Machine Learning Algorithms Part 13: Mean Shift Clustering
Example In Python
Mean Shift is a hierarchical clustering algorithm. In contrast to supervised machine learning algorithms, clustering attempts to group data without having first been train on labeled data. Clustering is used in a wide variety of applications such as search engines, academic rankings and medicine. As opposed to K-Means, when using Mean Shift, you don’t need to know the number of categories (clusters) beforehand.
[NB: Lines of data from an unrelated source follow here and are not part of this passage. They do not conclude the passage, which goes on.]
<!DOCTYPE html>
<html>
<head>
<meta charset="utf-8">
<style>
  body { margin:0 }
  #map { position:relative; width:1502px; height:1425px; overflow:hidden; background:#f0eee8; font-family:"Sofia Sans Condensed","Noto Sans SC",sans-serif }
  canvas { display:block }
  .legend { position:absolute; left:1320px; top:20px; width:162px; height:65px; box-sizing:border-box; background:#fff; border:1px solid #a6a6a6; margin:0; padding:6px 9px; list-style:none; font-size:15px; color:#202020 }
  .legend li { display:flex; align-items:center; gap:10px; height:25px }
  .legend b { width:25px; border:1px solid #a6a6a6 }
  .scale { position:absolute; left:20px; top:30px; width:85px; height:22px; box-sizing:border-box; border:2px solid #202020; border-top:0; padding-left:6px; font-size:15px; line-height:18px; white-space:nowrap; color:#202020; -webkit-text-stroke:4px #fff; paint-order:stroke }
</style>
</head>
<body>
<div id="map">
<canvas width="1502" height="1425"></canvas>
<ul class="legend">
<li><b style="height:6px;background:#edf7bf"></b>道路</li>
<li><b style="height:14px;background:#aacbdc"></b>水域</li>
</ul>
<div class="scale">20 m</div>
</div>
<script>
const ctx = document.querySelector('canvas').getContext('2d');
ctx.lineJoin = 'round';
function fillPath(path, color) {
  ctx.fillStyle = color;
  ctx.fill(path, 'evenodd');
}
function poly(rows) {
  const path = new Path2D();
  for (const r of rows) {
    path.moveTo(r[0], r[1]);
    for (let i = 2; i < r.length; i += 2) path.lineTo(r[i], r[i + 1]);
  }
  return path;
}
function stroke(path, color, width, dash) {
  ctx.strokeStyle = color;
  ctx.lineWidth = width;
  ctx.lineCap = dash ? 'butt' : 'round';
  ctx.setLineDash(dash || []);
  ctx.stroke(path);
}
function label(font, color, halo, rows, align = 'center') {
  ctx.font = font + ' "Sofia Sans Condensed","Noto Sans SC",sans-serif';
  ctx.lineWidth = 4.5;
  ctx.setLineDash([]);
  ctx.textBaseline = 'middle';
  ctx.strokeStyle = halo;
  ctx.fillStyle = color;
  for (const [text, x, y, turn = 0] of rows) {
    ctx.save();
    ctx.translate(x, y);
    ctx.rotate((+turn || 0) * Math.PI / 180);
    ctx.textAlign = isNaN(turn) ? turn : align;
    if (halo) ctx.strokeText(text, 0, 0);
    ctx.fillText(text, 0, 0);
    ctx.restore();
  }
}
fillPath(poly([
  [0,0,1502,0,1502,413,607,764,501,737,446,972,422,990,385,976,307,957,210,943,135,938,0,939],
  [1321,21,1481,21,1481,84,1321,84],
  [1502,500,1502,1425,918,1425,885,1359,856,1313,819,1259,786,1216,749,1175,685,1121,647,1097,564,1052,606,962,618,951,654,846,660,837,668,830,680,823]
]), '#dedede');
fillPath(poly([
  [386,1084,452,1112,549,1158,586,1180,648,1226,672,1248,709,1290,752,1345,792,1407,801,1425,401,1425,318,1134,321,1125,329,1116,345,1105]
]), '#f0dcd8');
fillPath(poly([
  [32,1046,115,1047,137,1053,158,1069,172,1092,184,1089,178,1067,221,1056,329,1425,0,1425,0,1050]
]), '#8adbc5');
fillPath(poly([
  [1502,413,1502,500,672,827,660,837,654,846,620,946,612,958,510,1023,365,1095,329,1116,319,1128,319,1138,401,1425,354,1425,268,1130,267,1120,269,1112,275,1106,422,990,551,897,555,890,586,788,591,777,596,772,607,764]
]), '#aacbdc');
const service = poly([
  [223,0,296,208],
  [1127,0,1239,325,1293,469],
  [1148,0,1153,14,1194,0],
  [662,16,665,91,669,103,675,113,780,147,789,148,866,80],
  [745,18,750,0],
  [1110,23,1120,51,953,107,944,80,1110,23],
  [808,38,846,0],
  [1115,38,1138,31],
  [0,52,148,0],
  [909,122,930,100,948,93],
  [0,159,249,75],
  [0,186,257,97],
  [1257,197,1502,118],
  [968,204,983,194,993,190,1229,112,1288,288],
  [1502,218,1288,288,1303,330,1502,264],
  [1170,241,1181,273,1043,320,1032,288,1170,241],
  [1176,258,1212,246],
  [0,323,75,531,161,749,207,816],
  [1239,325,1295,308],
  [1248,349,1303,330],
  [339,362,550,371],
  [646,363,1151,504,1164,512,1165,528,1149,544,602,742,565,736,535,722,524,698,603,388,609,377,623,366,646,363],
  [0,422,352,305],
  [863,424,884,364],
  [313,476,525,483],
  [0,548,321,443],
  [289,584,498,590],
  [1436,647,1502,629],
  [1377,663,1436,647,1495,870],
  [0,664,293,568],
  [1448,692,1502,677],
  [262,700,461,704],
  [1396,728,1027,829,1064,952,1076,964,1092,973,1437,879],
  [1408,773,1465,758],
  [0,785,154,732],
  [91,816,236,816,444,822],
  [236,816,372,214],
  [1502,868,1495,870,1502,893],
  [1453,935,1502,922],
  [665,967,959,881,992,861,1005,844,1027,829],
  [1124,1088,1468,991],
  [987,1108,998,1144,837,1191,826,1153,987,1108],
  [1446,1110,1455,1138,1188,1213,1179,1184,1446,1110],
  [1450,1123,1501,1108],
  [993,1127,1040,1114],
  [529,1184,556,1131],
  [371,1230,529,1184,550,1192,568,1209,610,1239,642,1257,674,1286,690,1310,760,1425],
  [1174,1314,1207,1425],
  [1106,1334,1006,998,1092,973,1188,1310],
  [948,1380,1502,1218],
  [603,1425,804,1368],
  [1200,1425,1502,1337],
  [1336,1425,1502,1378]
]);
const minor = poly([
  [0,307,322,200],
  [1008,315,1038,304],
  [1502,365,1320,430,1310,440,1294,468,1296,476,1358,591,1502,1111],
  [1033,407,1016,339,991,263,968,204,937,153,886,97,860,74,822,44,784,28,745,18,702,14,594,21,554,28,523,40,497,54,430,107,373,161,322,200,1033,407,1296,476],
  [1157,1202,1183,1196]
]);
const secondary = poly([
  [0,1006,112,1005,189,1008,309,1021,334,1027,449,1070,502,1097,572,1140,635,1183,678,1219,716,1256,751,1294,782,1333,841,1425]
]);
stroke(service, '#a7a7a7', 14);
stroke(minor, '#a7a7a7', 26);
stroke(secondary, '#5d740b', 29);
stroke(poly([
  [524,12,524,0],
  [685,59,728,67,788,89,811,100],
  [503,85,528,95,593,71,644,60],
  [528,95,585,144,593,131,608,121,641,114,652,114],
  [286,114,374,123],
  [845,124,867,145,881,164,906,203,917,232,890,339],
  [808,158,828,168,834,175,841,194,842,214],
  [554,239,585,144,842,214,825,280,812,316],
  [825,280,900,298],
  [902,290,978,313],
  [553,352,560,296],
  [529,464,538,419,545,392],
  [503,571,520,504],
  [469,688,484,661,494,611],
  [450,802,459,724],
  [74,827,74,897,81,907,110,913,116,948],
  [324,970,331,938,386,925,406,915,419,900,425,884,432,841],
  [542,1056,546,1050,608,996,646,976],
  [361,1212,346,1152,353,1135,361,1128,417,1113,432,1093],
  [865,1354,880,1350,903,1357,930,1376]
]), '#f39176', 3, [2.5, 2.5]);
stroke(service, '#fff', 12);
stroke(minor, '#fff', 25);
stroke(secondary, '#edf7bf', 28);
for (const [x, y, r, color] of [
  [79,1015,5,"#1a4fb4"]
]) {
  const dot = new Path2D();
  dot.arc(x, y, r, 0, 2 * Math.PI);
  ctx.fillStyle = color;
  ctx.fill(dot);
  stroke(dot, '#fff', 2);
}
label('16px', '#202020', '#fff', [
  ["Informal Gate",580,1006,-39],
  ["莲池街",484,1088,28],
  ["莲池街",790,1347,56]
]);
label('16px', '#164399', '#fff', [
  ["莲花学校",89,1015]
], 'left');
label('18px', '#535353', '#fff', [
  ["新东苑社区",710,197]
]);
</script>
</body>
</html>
The downside to Mean Shift is that it is computationally expensive — O(n²).
How it works
- Define a window (bandwidth of the kernel) and place the window on a data point
2. Calculate the mean for all the points in the window
3. Move the center of the window to the location of the mean
4. Repeat steps 2 and 3 until there is convergence
Example in python
Let’s take a look at how we could go about labeling the data using the Mean Shift algorithm in python.
import numpy as np
import pandas as pd
from sklearn.cluster import MeanShift
from sklearn.datasets.samples_generator import make_blobs
from matplotlib import pyplot as plt
from mpl_toolkits.mplot3d import Axes3D
We generate our own data using the make_blobs
method.
clusters = [[1,1,1],[5,5,5],[3,10,10]]
X, _ = make_blobs(n_samples = 150, centers = clusters, cluster_std = 0.60)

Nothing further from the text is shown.